## What you should do
Scan the listing below for the word "block", then copy each line that has it.

=== Records for this exercise ===

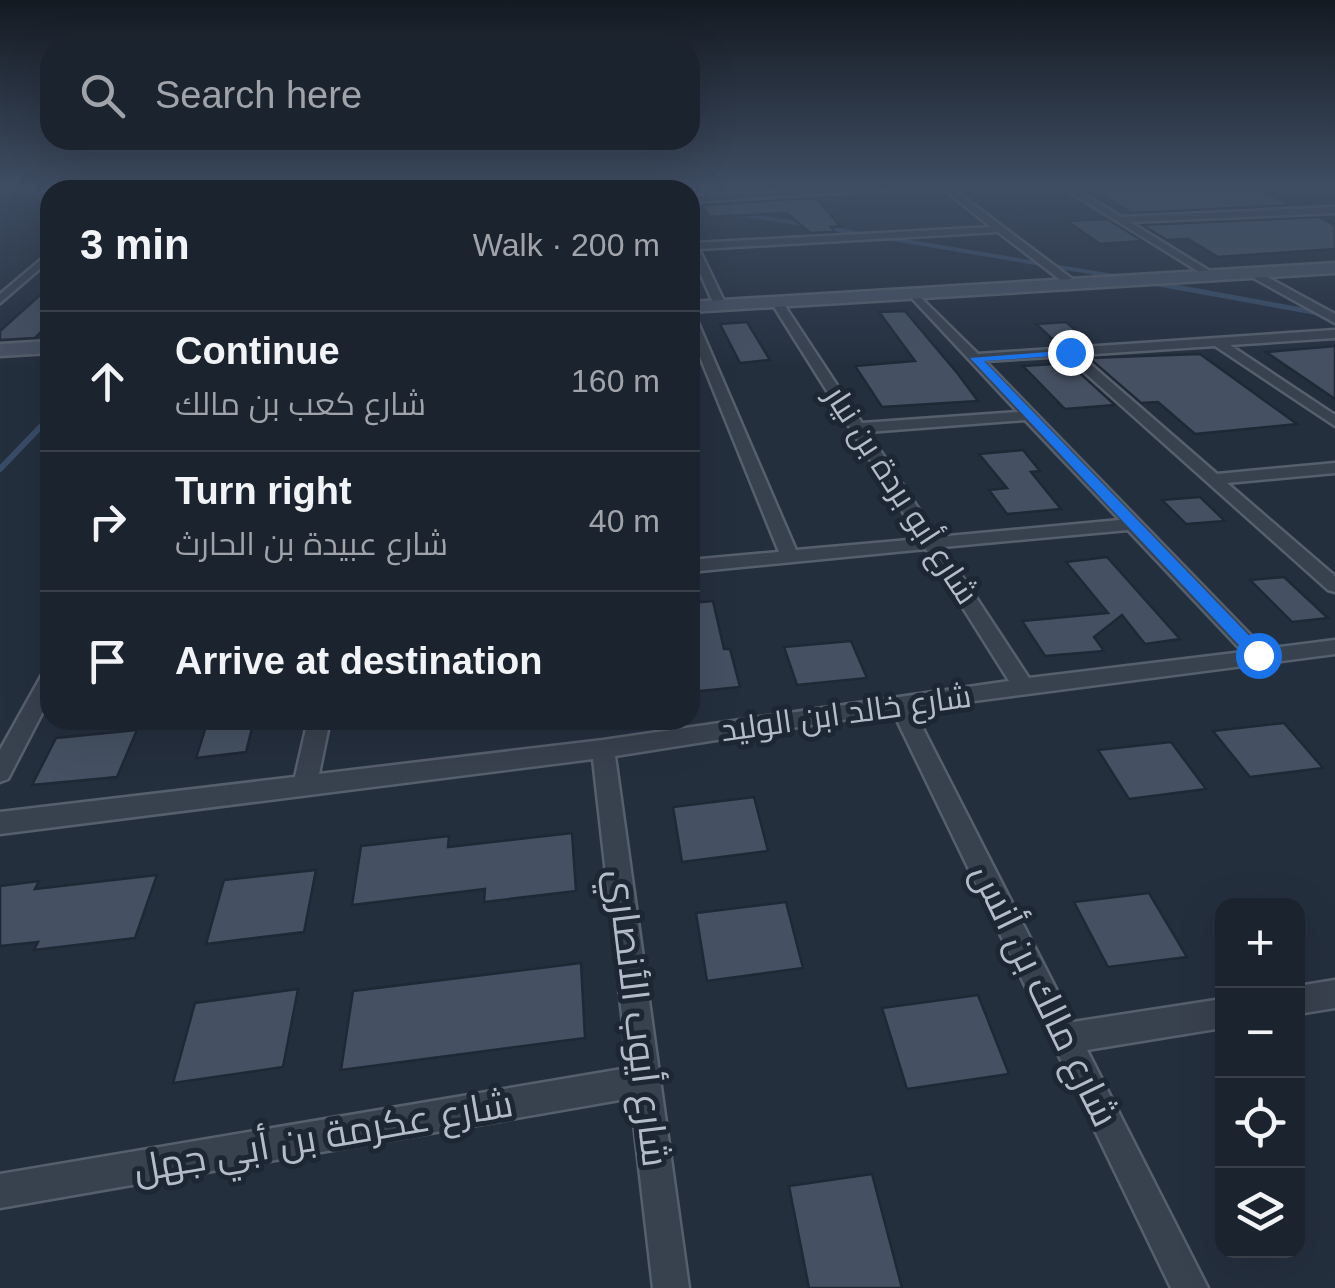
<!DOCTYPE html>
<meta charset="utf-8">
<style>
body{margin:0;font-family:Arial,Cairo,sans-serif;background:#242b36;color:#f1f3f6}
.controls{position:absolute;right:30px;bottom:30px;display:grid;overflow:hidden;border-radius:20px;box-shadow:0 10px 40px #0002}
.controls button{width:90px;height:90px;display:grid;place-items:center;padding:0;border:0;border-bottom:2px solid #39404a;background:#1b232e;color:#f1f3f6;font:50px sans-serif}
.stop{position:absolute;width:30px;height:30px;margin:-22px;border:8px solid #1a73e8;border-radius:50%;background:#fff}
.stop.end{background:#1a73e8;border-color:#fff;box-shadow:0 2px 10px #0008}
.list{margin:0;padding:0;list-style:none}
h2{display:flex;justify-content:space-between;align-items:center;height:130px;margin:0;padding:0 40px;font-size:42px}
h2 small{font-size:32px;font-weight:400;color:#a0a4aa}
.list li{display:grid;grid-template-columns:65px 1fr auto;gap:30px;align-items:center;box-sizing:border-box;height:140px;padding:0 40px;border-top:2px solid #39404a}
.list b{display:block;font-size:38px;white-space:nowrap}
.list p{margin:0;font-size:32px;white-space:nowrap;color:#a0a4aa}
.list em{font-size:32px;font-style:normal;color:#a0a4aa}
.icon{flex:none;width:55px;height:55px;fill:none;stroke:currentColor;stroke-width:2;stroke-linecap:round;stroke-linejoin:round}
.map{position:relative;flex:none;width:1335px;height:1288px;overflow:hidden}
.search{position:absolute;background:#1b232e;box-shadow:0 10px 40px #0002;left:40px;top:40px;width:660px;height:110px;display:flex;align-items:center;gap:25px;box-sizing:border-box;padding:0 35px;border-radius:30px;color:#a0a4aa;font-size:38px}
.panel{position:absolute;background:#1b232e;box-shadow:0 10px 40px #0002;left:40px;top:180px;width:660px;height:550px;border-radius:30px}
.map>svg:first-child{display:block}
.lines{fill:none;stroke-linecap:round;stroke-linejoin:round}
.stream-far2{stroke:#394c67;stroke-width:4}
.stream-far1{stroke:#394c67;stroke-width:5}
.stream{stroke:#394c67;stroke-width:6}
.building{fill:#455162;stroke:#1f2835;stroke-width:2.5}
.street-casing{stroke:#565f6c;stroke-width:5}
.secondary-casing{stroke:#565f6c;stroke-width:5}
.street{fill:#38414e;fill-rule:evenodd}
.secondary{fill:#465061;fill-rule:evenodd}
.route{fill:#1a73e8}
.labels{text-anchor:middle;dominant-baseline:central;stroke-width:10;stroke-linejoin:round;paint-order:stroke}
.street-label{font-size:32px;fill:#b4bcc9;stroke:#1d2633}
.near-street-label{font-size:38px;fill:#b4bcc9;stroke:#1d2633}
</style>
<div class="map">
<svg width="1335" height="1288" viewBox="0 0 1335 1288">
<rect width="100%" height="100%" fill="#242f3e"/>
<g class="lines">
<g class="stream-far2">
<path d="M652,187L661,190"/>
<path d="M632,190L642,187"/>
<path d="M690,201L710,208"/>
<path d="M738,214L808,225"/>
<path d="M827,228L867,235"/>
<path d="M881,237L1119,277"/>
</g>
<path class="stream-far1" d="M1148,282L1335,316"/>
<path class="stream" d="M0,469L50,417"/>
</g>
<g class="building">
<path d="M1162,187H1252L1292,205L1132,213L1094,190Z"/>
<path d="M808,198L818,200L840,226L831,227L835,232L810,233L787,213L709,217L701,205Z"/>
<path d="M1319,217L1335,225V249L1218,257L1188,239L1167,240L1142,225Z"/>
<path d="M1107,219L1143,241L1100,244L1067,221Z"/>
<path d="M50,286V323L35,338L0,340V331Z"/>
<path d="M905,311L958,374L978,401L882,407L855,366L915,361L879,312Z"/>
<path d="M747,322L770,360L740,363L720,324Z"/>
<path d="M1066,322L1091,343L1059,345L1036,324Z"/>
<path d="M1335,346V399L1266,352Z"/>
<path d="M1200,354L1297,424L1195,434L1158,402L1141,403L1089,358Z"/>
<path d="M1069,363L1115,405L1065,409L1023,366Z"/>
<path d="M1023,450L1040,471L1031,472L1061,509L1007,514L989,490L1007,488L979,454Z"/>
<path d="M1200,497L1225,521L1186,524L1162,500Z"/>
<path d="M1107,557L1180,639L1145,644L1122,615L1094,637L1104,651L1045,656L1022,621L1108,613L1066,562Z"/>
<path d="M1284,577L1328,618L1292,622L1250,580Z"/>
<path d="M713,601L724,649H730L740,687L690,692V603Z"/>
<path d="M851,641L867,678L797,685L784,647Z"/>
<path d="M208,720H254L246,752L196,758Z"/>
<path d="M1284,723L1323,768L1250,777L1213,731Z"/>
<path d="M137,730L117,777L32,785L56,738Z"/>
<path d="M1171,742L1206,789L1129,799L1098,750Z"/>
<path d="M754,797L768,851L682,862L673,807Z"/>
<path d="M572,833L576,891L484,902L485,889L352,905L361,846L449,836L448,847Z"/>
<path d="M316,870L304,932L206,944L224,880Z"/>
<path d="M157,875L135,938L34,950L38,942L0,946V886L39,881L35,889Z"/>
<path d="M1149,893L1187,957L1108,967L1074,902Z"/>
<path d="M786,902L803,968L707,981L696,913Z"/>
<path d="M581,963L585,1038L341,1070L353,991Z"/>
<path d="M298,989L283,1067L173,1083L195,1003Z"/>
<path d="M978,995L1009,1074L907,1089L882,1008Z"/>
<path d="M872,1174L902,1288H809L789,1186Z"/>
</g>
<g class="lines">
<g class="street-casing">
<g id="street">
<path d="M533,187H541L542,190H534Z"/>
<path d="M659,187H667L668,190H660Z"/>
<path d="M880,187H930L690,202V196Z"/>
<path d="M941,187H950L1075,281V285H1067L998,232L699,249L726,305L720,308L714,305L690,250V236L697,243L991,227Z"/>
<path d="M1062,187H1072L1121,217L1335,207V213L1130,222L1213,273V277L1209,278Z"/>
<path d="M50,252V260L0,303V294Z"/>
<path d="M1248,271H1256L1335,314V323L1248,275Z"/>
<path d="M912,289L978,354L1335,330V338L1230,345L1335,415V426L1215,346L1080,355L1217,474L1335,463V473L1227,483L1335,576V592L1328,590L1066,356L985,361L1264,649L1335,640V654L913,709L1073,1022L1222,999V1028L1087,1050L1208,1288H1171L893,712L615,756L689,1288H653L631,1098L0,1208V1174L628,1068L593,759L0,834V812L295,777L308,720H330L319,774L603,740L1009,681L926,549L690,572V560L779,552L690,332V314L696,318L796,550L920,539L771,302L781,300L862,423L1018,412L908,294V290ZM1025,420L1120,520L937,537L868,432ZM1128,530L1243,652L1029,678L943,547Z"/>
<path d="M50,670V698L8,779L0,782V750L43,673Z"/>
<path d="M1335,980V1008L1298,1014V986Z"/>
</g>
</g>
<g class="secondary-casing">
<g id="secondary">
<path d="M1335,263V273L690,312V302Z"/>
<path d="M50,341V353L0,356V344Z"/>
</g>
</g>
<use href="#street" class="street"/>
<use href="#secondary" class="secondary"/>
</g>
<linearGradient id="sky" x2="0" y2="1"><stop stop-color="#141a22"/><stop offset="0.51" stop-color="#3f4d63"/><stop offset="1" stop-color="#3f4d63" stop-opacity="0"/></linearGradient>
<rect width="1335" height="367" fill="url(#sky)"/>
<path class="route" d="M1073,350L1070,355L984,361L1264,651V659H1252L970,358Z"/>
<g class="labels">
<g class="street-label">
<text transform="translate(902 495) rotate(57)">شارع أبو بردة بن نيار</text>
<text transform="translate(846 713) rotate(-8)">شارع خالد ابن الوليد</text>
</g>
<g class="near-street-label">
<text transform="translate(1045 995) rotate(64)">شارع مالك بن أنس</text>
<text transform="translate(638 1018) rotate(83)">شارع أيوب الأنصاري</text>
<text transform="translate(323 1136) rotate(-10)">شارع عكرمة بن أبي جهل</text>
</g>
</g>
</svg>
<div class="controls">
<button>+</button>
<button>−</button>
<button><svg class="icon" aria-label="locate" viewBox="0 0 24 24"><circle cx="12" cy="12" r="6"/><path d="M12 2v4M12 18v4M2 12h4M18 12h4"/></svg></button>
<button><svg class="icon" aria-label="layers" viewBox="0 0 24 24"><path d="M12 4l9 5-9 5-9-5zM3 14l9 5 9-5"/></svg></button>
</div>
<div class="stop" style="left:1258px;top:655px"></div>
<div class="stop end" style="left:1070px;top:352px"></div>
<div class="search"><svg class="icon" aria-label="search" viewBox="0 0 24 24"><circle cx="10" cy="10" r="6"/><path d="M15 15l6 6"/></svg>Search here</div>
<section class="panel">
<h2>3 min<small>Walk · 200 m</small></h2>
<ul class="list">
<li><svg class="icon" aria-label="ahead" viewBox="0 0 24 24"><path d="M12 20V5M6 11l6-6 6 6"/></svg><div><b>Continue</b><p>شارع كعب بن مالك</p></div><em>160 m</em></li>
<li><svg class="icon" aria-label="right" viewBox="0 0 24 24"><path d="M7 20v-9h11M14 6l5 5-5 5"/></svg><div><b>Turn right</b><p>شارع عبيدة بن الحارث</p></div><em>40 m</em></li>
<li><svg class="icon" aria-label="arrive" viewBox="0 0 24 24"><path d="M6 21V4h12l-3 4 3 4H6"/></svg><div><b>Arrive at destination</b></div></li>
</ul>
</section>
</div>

===

## Your response
.list b{display:block;font-size:38px;white-space:nowrap}
.map>svg:first-child{display:block}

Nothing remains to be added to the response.